### Instructions to follow
Among the records that follow, find each line holding the word "streets" and copy it.

......

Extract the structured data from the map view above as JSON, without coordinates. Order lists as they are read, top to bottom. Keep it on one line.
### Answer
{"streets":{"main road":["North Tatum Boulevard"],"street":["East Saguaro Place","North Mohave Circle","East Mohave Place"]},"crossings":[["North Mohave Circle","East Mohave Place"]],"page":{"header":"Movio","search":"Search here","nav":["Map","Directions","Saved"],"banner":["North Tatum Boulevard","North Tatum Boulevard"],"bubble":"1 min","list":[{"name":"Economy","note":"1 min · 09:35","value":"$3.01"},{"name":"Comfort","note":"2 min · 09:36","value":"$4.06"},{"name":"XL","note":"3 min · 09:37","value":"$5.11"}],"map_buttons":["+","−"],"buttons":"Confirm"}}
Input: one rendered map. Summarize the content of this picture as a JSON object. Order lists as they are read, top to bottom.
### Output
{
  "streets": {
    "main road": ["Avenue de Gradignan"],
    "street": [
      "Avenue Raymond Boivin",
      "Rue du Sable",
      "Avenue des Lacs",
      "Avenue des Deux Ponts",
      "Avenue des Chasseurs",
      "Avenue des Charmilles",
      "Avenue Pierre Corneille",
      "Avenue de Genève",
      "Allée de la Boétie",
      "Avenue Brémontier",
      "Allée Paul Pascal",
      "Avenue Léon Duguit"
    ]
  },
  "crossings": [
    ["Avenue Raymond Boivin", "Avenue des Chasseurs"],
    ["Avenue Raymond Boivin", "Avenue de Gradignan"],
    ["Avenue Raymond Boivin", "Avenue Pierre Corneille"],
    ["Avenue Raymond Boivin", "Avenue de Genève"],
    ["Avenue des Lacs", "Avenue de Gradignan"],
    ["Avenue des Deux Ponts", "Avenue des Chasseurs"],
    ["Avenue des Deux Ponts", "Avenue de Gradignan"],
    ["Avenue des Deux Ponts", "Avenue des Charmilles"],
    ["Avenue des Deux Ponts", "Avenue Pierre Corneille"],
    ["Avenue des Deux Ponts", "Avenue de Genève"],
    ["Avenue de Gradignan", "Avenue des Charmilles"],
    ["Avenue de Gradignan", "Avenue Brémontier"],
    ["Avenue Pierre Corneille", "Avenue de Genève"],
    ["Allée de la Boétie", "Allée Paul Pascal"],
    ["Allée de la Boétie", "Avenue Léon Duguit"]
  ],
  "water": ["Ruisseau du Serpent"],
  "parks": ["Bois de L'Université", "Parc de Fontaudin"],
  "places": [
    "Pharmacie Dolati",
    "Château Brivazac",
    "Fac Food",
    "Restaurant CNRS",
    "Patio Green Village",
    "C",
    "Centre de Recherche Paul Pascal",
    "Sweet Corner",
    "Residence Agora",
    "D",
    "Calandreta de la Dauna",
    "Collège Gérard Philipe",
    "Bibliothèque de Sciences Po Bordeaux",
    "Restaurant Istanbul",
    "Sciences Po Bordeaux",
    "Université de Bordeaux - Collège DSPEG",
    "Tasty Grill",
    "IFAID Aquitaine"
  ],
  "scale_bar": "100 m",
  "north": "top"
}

......

### Worked solution
{"streets":{"main road":["North Tatum Boulevard"],"street":["East Saguaro Place","North Mohave Circle","East Mohave Place"]},"crossings":[["North Mohave Circle","East Mohave Place"]],"page":{"header":"Movio","search":"Search here","nav":["Map","Directions","Saved"],"banner":["North Tatum Boulevard","North Tatum Boulevard"],"bubble":"1 min","list":[{"name":"Economy","note":"1 min · 09:35","value":"$3.01"},{"name":"Comfort","note":"2 min · 09:36","value":"$4.06"},{"name":"XL","note":"3 min · 09:37","value":"$5.11"}],"map_buttons":["+","−"],"buttons":"Confirm"}}
  "streets": {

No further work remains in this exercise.